**YOUR ASSIGNMENT:**
All lines in the records that carry the string "stream" are to be shown.

(Stored data)
☆ ☆ ☆ ☆ ☆ ☆ ☆

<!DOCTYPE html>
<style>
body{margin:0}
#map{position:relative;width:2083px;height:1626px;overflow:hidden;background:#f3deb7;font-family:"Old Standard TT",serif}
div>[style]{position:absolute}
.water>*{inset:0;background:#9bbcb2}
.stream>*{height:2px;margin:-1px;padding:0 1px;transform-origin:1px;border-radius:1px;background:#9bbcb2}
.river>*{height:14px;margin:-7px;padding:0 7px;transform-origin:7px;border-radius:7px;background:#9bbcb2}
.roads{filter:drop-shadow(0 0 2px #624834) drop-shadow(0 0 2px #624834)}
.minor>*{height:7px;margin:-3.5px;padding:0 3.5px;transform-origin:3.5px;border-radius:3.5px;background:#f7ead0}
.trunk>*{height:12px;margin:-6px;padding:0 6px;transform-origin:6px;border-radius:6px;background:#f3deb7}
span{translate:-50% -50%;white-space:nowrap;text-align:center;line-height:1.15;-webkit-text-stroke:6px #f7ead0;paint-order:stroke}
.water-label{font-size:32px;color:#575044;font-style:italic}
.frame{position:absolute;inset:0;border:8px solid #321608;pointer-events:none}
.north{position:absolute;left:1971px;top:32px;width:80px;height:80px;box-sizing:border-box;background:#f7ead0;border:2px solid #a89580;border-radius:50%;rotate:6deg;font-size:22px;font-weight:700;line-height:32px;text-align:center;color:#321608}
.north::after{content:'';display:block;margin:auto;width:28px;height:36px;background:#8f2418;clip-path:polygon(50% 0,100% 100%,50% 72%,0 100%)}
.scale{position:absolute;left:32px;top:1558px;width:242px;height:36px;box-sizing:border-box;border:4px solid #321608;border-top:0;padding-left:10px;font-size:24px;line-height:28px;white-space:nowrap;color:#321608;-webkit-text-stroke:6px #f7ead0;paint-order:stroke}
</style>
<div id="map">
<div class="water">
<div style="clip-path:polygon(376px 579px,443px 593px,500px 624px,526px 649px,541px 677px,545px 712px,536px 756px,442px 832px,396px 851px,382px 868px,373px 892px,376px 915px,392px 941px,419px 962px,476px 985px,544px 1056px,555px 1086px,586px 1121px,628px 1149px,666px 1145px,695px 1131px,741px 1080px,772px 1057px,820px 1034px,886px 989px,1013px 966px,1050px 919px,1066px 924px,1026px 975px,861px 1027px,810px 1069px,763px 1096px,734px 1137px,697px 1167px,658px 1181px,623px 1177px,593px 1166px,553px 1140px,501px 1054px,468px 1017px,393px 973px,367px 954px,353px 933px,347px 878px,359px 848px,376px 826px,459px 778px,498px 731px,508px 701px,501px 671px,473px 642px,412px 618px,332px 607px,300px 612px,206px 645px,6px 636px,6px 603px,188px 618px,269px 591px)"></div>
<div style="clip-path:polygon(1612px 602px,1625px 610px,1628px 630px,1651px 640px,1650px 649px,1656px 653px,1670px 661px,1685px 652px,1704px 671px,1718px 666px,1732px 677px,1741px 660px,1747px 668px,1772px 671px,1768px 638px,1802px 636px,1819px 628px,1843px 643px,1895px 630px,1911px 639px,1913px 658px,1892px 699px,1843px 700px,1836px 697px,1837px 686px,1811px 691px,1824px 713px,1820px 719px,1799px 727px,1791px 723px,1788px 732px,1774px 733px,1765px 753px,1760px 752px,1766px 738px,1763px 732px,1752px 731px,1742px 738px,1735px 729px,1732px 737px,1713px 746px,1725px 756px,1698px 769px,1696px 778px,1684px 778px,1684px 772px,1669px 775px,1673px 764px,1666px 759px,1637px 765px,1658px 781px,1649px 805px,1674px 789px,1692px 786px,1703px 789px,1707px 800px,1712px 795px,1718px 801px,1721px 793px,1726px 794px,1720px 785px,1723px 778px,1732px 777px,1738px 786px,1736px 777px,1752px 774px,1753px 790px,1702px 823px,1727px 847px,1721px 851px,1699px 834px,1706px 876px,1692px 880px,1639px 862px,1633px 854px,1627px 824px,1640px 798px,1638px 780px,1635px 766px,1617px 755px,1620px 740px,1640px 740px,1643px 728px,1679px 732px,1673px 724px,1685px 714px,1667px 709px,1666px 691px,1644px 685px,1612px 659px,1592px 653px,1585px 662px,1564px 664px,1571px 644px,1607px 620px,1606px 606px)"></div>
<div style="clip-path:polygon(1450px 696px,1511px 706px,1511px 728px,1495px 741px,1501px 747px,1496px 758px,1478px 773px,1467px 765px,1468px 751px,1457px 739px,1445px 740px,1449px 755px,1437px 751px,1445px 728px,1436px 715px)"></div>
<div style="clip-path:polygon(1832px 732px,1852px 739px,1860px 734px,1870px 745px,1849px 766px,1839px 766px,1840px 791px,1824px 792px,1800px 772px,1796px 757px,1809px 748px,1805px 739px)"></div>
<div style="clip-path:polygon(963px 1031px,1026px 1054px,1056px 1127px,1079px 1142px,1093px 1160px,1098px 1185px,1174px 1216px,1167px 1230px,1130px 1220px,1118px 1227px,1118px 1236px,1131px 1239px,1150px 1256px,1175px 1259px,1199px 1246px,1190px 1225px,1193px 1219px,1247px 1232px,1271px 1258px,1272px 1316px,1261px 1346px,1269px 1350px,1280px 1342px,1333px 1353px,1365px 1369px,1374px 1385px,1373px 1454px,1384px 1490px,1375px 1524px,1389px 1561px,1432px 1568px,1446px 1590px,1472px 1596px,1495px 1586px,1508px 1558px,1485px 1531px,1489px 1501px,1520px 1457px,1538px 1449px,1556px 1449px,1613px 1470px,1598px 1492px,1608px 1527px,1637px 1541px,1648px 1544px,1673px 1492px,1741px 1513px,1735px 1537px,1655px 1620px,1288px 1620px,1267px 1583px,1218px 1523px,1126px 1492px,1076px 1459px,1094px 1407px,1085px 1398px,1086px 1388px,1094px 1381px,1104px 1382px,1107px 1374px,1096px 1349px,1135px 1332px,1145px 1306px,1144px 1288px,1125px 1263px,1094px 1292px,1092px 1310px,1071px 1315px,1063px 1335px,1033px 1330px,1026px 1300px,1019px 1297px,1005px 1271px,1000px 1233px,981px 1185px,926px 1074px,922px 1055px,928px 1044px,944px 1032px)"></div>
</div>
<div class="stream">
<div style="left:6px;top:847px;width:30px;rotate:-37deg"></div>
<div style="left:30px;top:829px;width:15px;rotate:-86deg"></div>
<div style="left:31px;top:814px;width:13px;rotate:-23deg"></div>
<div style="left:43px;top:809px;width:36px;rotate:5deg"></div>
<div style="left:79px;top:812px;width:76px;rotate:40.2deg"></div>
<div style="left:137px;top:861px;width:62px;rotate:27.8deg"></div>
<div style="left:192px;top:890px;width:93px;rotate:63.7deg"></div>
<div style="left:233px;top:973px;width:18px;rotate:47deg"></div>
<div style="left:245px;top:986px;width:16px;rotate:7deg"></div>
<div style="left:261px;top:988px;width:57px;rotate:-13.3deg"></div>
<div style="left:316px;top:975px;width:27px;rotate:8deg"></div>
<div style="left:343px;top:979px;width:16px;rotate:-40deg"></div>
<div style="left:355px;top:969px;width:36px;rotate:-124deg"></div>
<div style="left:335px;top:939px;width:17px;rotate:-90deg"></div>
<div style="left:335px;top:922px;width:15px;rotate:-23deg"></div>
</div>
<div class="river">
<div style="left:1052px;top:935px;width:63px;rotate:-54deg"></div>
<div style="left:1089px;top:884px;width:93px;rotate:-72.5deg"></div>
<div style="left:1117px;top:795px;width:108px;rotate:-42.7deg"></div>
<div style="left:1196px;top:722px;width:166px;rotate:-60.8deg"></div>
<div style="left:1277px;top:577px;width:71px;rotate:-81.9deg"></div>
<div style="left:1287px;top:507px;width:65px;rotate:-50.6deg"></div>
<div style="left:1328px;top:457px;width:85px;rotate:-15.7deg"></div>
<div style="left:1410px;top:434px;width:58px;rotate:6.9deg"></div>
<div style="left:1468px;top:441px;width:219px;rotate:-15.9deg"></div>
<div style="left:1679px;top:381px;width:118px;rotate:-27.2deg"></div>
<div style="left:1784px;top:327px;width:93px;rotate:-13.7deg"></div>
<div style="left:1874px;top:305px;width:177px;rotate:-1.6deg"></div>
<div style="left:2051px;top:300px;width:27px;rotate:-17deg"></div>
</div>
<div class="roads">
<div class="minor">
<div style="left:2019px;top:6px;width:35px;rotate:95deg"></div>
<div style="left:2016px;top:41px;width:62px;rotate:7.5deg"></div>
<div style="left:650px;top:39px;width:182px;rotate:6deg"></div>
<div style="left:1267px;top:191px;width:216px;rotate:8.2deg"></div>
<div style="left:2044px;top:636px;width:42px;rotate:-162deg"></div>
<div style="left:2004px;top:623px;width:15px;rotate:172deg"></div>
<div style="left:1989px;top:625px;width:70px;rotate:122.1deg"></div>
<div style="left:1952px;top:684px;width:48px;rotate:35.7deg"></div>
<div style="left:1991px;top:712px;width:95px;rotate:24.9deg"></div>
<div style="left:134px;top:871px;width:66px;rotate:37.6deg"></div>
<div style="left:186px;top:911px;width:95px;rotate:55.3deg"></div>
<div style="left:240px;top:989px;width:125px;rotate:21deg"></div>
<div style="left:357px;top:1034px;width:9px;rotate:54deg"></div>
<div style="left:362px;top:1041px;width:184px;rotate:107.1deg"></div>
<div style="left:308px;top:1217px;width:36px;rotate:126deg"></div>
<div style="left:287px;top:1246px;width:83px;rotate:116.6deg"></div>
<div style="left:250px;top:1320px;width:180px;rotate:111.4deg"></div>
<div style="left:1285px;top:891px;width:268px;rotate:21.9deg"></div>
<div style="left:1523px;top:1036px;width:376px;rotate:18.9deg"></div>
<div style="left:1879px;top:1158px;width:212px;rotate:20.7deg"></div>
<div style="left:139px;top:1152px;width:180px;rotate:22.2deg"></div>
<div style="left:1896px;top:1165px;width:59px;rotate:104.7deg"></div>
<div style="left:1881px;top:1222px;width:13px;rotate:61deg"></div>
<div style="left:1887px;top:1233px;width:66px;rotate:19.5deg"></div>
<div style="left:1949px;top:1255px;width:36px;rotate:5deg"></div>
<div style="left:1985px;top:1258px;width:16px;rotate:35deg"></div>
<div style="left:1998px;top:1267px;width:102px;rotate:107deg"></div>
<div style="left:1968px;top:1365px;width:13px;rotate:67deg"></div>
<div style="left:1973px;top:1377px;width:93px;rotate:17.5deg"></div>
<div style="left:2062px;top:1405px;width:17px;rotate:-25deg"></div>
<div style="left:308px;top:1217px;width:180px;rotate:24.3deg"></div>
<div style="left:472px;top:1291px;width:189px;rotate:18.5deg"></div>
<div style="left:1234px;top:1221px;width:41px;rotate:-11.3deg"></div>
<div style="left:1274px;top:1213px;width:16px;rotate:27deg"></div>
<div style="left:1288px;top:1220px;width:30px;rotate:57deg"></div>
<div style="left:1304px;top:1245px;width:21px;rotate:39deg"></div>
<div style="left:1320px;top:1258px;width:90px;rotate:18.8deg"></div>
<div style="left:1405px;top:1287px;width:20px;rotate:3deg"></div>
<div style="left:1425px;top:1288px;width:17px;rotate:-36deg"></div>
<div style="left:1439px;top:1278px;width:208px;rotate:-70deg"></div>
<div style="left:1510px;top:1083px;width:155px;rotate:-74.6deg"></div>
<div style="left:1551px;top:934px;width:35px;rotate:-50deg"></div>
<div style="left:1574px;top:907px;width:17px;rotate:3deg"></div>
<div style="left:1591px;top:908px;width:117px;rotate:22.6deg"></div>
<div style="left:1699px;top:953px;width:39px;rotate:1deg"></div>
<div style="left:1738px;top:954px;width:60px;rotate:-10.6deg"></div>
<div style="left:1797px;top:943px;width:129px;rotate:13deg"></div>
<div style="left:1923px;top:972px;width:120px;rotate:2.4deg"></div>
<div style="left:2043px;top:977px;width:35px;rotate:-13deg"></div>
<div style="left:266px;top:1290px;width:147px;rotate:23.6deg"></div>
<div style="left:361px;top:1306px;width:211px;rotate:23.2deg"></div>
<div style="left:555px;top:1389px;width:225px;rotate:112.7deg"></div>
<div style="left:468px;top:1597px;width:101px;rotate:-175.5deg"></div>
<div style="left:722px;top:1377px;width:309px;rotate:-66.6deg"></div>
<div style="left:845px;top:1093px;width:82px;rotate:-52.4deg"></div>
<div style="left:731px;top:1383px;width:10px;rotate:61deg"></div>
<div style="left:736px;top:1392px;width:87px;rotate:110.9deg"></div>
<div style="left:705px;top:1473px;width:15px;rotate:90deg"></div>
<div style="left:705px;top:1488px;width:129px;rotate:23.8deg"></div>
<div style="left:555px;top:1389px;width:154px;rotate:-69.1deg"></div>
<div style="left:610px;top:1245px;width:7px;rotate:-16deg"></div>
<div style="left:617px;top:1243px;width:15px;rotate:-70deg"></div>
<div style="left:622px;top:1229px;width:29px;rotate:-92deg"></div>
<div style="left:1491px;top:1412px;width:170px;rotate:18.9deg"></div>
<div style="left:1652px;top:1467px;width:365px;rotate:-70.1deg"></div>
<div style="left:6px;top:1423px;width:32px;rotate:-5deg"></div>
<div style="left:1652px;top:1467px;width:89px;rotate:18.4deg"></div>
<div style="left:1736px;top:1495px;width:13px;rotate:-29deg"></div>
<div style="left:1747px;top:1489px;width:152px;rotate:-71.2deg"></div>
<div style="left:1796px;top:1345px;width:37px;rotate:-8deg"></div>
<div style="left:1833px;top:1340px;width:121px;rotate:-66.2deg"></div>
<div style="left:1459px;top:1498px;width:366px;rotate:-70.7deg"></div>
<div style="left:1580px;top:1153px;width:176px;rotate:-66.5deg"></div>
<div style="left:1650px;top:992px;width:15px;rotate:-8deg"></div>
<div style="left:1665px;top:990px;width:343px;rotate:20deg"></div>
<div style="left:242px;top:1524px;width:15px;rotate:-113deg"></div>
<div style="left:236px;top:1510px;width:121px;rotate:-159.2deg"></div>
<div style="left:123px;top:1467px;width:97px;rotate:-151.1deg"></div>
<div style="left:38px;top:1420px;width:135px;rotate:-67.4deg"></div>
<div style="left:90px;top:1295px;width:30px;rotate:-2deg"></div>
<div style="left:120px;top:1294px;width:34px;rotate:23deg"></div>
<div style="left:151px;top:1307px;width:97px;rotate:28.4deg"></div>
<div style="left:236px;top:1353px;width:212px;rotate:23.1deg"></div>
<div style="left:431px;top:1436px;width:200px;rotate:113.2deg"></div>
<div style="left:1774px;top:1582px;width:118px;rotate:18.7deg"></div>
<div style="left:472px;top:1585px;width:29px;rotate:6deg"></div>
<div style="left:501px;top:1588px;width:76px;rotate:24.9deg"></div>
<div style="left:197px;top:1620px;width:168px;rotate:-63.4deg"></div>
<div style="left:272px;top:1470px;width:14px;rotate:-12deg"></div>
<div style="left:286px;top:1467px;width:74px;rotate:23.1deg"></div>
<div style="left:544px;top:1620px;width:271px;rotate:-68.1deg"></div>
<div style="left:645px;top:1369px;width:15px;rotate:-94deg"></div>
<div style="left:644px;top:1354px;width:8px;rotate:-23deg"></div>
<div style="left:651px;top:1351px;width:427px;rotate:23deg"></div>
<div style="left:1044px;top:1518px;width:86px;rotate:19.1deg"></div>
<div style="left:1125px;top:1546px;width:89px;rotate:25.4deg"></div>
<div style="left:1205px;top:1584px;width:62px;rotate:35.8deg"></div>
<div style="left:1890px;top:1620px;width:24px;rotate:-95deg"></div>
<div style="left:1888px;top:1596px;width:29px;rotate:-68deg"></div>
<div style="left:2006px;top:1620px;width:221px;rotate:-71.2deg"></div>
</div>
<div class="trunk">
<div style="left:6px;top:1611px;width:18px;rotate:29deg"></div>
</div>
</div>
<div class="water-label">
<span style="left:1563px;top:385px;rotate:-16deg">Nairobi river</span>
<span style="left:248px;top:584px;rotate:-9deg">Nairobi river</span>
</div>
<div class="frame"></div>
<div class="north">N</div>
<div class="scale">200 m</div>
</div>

☆ ☆ ☆ ☆ ☆ ☆ ☆

**RESULT OF THE EXERCISE:**
.stream>*{height:2px;margin:-1px;padding:0 1px;transform-origin:1px;border-radius:1px;background:#9bbcb2}
<div class="stream">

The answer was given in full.